▶ [Exercise goal]: Please print, exactly, only the lines in the entries below from the line that has "Task: Extract the" through the line that has "Extract the structured data from this". Pictures don't go in.

▶ [Extracted information]:
···
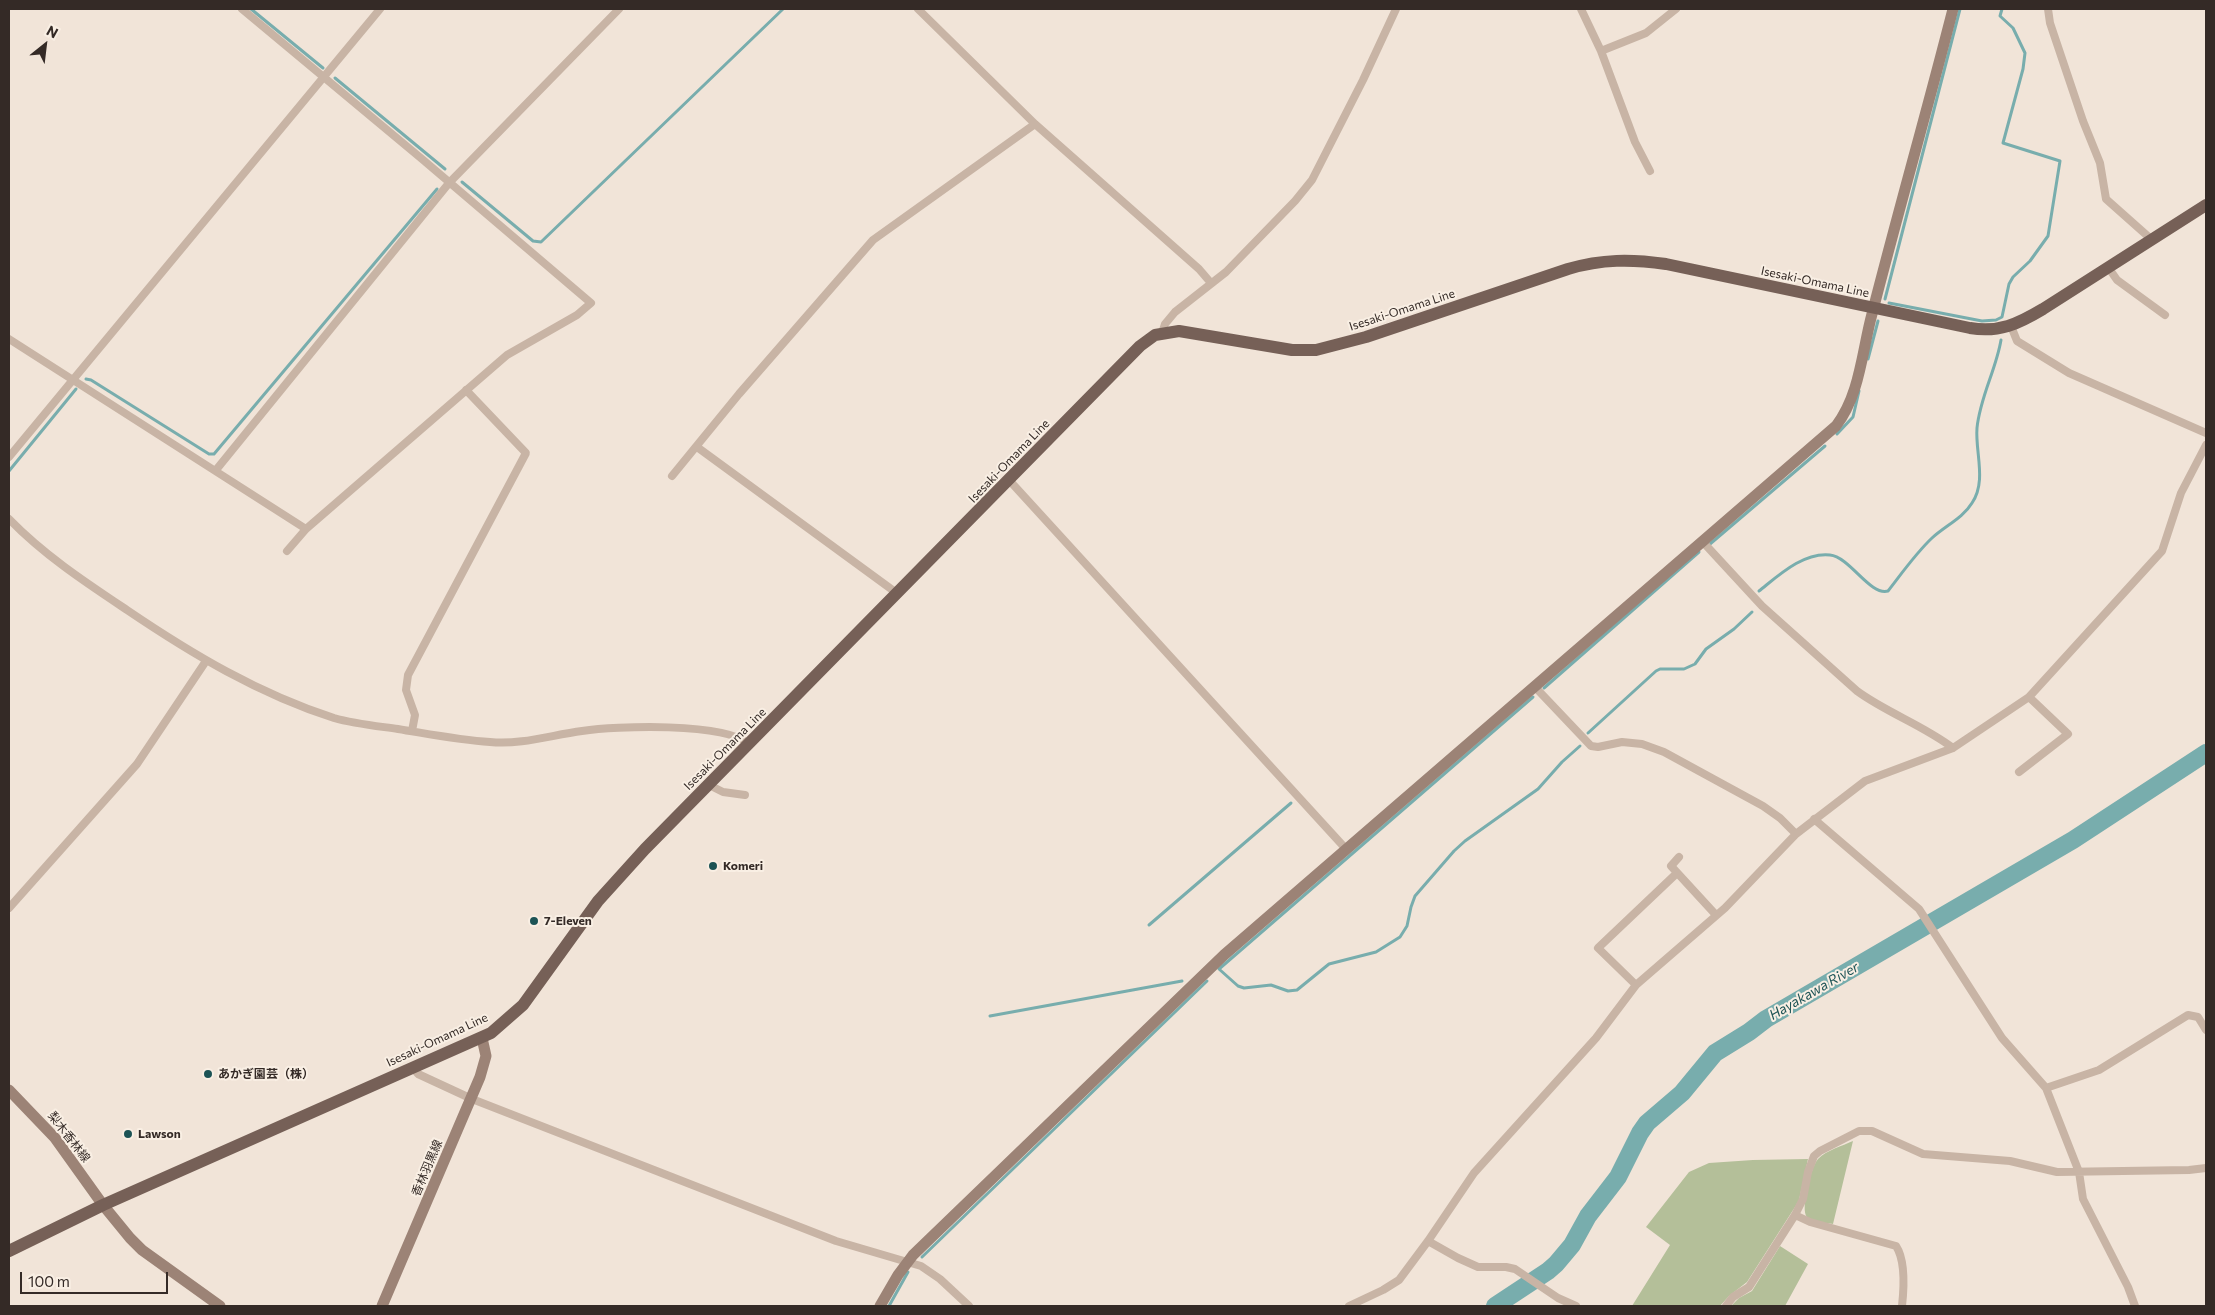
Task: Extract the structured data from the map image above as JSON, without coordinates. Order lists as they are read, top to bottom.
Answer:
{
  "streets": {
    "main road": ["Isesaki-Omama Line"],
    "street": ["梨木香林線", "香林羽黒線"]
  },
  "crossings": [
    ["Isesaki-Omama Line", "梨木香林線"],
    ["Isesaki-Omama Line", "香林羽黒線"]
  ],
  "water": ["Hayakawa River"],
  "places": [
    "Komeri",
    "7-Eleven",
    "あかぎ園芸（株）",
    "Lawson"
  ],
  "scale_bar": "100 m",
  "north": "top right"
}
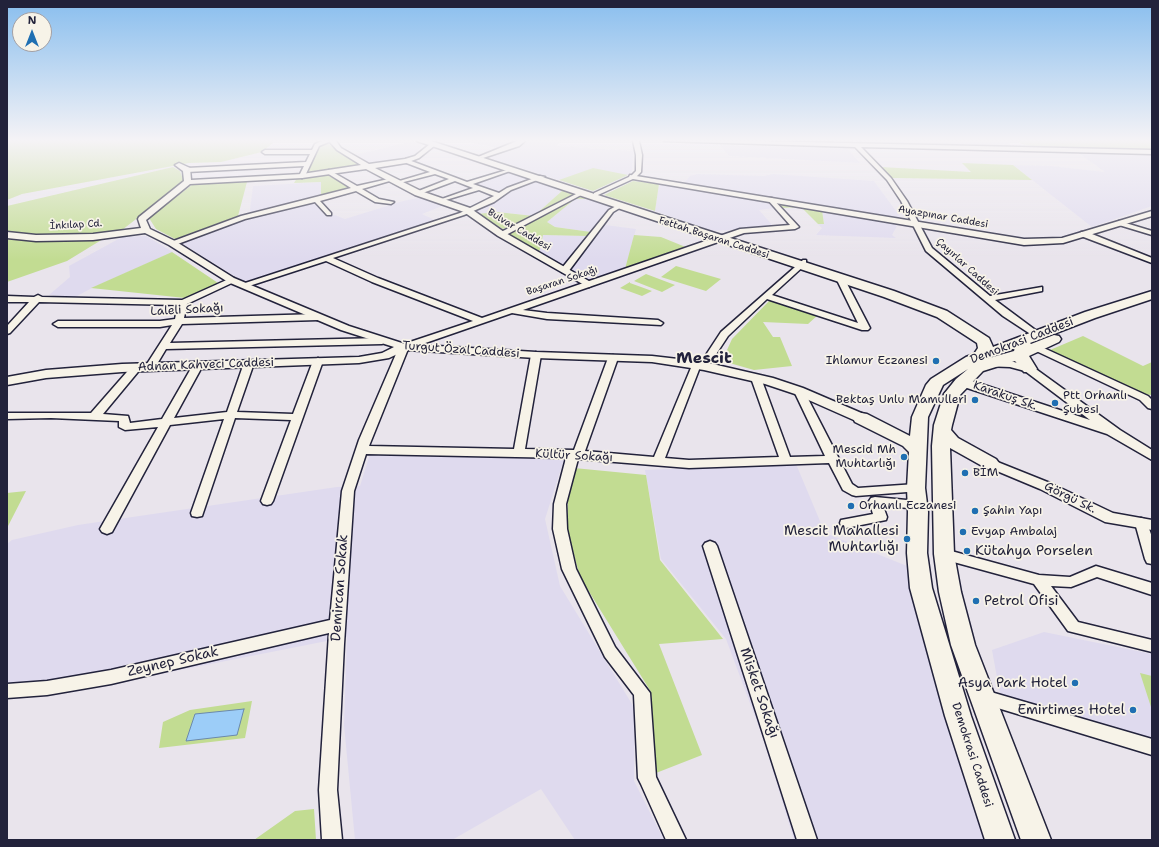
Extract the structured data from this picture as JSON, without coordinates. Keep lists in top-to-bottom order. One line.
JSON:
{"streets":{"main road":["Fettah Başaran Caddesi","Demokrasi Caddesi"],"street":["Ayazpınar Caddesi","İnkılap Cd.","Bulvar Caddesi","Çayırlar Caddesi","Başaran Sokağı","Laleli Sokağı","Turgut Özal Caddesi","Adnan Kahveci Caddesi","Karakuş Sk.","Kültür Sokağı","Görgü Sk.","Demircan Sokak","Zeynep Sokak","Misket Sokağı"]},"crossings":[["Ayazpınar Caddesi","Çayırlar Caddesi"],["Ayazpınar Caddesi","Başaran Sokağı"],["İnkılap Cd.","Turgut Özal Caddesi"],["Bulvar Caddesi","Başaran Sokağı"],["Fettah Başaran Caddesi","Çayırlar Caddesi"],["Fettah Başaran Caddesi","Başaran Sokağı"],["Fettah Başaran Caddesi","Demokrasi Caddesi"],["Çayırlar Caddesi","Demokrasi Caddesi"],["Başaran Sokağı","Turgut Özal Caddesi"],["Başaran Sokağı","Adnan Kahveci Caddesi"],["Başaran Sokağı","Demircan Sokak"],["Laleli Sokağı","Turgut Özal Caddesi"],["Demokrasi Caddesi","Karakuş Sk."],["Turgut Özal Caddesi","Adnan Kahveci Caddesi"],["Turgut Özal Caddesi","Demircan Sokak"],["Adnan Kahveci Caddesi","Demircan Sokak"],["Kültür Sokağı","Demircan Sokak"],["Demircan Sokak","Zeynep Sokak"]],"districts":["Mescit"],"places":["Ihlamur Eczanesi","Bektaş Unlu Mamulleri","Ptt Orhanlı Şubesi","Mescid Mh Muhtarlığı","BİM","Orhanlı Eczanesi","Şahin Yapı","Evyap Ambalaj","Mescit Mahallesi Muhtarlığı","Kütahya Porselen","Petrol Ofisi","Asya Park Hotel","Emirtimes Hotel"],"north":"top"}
···
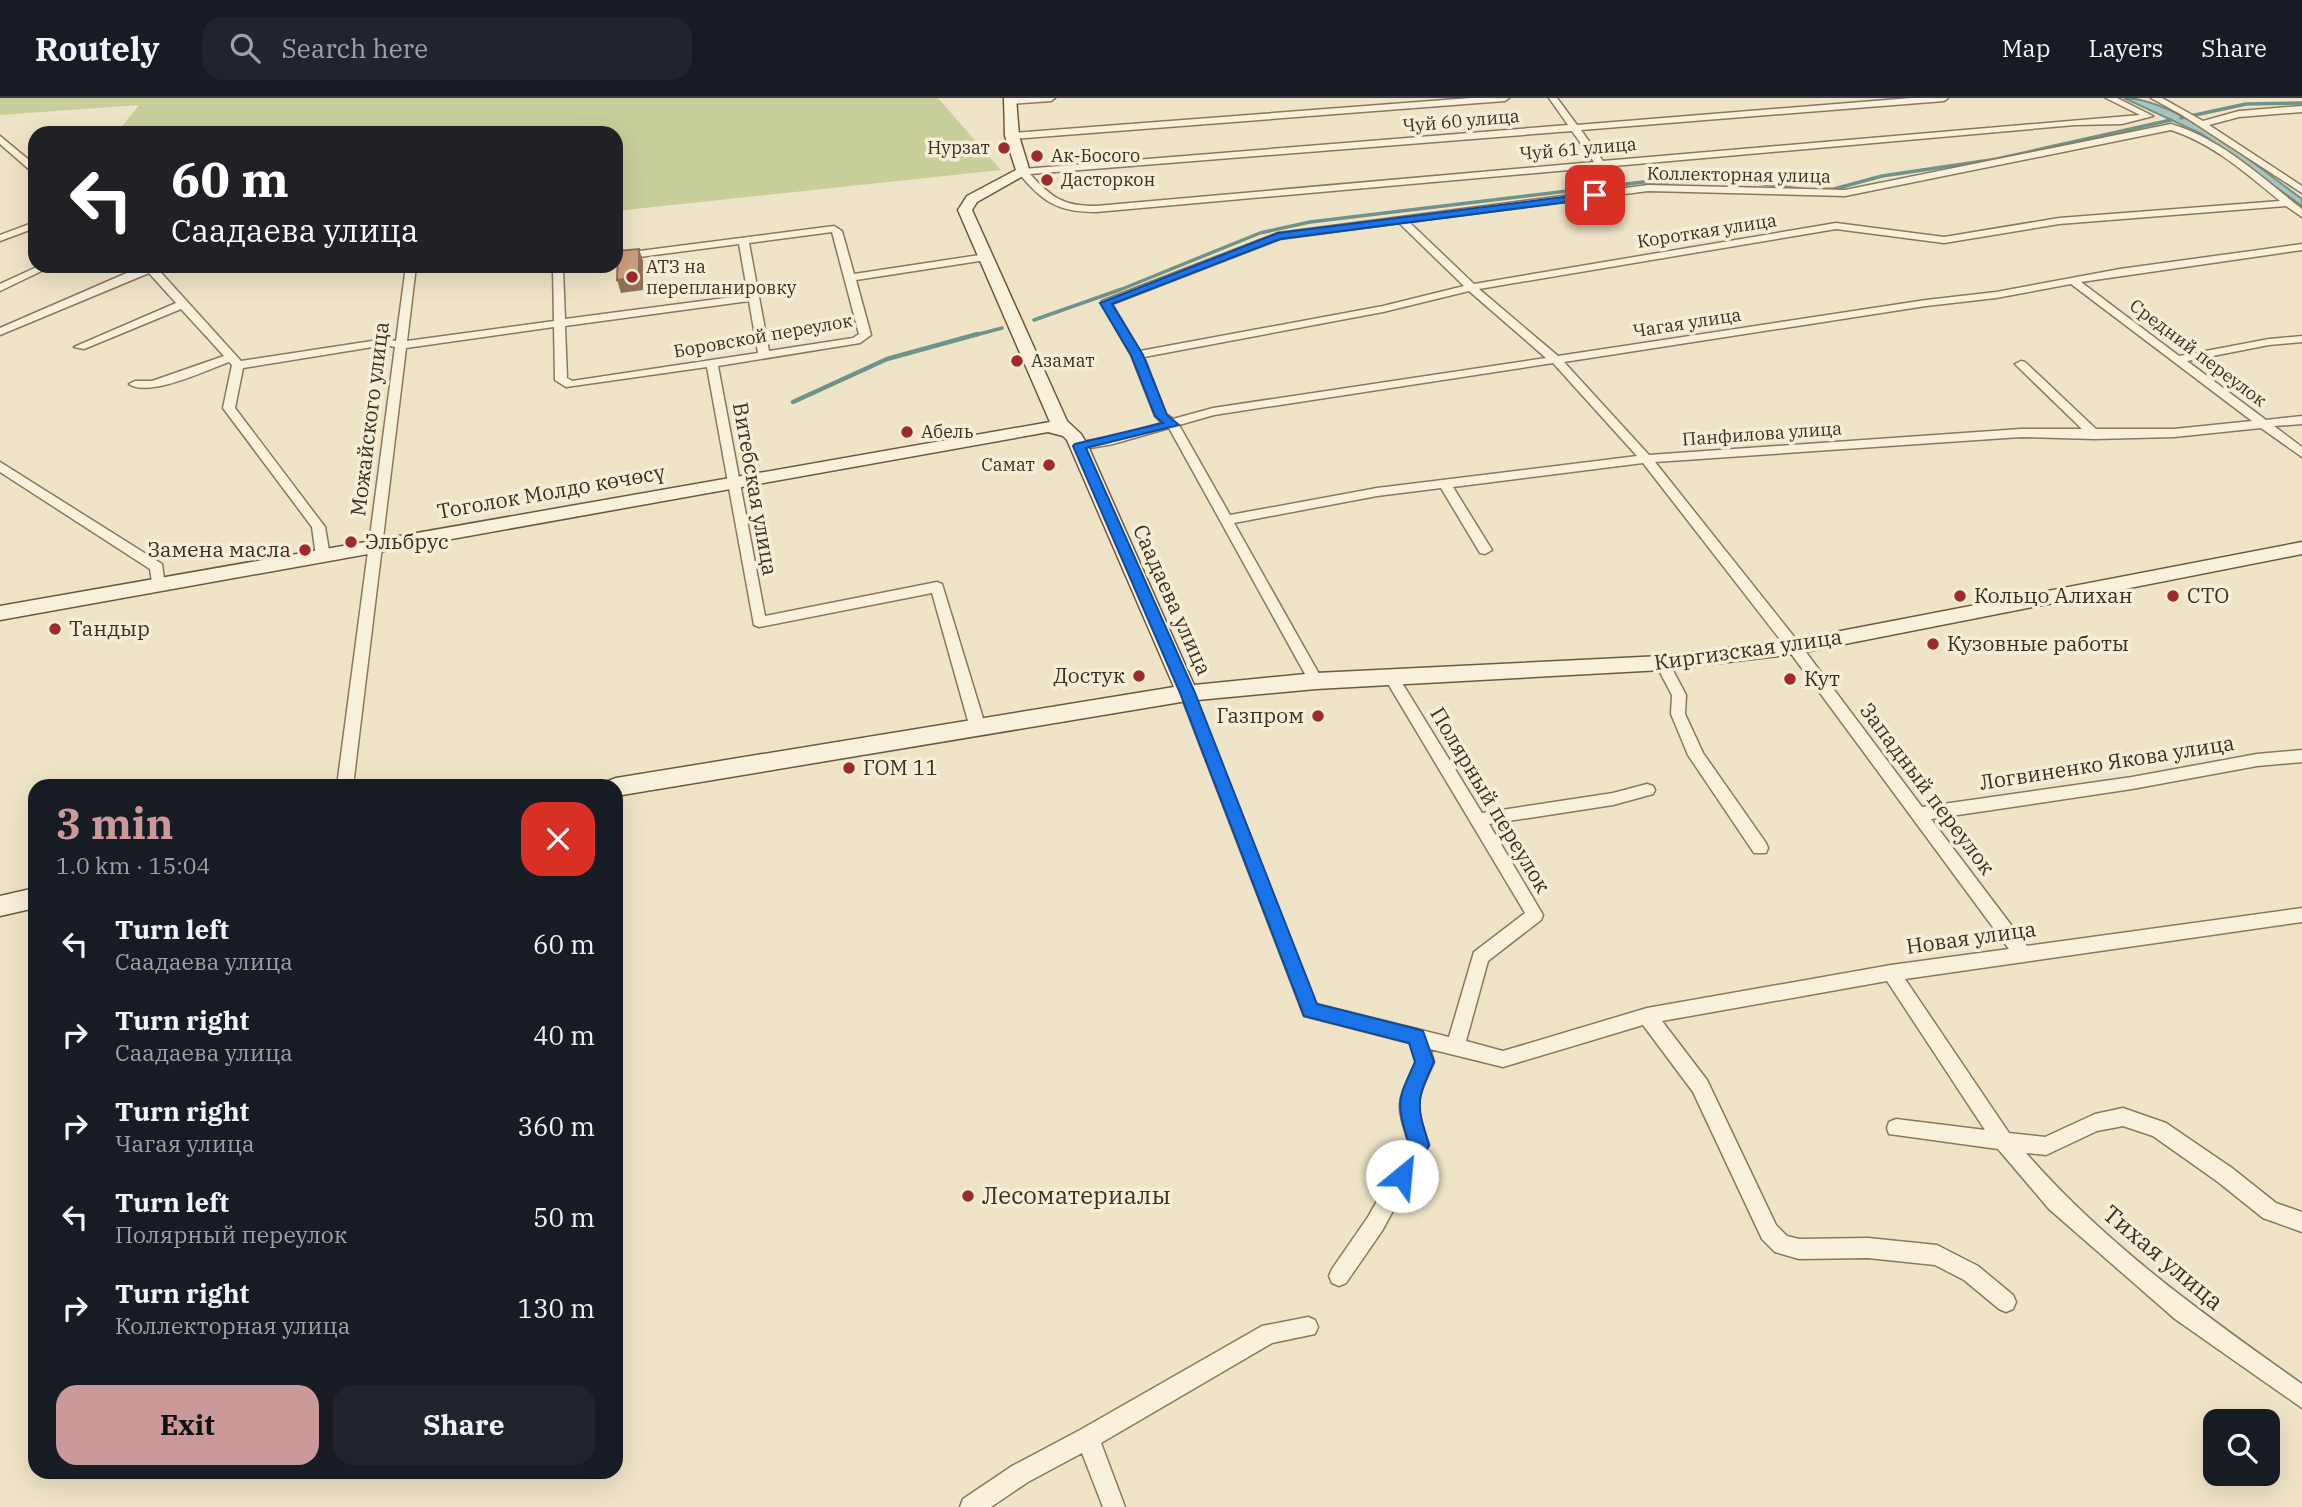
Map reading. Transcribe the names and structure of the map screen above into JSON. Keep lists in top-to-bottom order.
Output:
···
▶ [Exercise solution]:
Task: Extract the structured data from the map image above as JSON, without coordinates. Order lists as they are read, top to bottom.
Answer:
{
  "streets": {
    "main road": ["Isesaki-Omama Line"],
    "street": ["梨木香林線", "香林羽黒線"]
  },
  "crossings": [
    ["Isesaki-Omama Line", "梨木香林線"],
    ["Isesaki-Omama Line", "香林羽黒線"]
  ],
  "water": ["Hayakawa River"],
  "places": [
    "Komeri",
    "7-Eleven",
    "あかぎ園芸（株）",
    "Lawson"
  ],
  "scale_bar": "100 m",
  "north": "top right"
}
Extract the structured data from this picture as JSON, without coordinates. Keep lists in top-to-bottom order. One line.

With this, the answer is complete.